Remember how it was also kosher for AKRF to have worked for Columbia University simultaneously while working for the ESDC?

In both cases, the New York State Court of Appeals, upholding eminent domain, thought nothing of the seeming conflict.

...

Yesterday, in a through-the-looking-glass article headlined Pipeline Review Is Faced With Question of Conflict, the New York Times tells us that that kind of conflict might be bad--at least in federal cases:

The State Department assigned an important environmental impact study of the proposed Keystone XL pipeline to a company with financial ties to the pipeline operator, flouting the intent of a federal law meant to ensure an impartial environmental analysis of major projects.

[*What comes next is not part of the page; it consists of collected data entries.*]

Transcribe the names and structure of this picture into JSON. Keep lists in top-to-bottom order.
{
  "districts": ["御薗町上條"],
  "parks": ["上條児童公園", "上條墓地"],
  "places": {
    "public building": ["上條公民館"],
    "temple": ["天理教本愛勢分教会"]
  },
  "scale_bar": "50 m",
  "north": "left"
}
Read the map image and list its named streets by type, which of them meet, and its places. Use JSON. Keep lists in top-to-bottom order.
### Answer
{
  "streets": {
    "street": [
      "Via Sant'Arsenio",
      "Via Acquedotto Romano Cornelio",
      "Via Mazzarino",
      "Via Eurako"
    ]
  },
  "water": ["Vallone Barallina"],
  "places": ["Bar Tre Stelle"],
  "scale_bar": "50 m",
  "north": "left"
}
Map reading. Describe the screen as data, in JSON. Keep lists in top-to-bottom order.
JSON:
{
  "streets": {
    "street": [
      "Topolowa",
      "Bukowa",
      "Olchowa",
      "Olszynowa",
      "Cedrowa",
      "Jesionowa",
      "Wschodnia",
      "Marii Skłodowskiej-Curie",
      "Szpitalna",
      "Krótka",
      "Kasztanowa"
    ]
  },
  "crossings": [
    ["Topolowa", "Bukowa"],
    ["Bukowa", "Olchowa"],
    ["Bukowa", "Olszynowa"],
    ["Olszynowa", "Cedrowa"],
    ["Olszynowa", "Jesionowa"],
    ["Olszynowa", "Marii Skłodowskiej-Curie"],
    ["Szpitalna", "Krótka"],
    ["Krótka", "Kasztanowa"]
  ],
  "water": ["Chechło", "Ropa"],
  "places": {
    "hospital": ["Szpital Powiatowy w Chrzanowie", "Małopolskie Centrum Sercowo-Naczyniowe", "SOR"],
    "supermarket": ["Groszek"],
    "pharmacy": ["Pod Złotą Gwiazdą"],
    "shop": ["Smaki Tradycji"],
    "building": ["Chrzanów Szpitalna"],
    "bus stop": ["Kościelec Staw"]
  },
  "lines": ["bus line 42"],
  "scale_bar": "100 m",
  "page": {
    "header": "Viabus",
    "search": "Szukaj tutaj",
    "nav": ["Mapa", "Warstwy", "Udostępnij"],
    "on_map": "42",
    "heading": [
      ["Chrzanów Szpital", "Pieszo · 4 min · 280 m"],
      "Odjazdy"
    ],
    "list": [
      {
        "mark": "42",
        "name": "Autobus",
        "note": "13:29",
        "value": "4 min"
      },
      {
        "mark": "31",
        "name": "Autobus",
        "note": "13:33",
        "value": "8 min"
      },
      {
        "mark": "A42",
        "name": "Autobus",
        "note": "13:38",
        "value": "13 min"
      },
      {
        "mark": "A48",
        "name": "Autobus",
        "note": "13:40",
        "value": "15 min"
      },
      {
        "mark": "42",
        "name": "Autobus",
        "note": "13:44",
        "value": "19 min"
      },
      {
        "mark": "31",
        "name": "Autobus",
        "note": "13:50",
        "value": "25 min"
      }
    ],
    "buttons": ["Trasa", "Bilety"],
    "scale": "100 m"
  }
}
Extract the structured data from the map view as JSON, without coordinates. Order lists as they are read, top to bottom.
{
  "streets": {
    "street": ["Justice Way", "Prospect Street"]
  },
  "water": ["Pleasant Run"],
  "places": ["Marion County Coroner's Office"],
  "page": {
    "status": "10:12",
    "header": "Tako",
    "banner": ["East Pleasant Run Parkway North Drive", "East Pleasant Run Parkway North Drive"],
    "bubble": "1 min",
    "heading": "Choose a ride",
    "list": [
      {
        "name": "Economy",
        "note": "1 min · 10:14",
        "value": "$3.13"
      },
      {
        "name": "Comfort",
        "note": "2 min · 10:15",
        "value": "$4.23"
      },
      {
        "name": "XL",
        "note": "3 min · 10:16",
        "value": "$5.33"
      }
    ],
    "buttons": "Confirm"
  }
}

The department allowed TransCanada, the company seeking permission to build the 1,700-mile pipeline from the oil sands of northern Alberta to the Gulf Coast in Texas, to solicit and screen bids for the environmental study. At TransCanada’s recommendation, the department hired Cardno Entrix, an environmental contractor based in Houston, even though it had previously worked on projects with TransCanada and describes the pipeline company as a “major client” in its marketing materials.

While it is common for federal agencies to farm out environmental impact studies, legal experts said they were surprised the State Department was not more circumspect about the potential for real and perceived conflicts of interest on such a large and controversial project.

John D. Echeverria, an expert on environmental law, referred to the process as “outsourcing government responsibility.”

The subsequent study, released at the end of August, found that the massive pipeline would have “limited adverse environmental impacts” if operated according to regulations. That positive assessment removed one of the last hurdles for approval of the proposed pipeline.

"Outsourcing government responsibility" is par for the course in New York, though I don't see AKRF trumpeting its clients.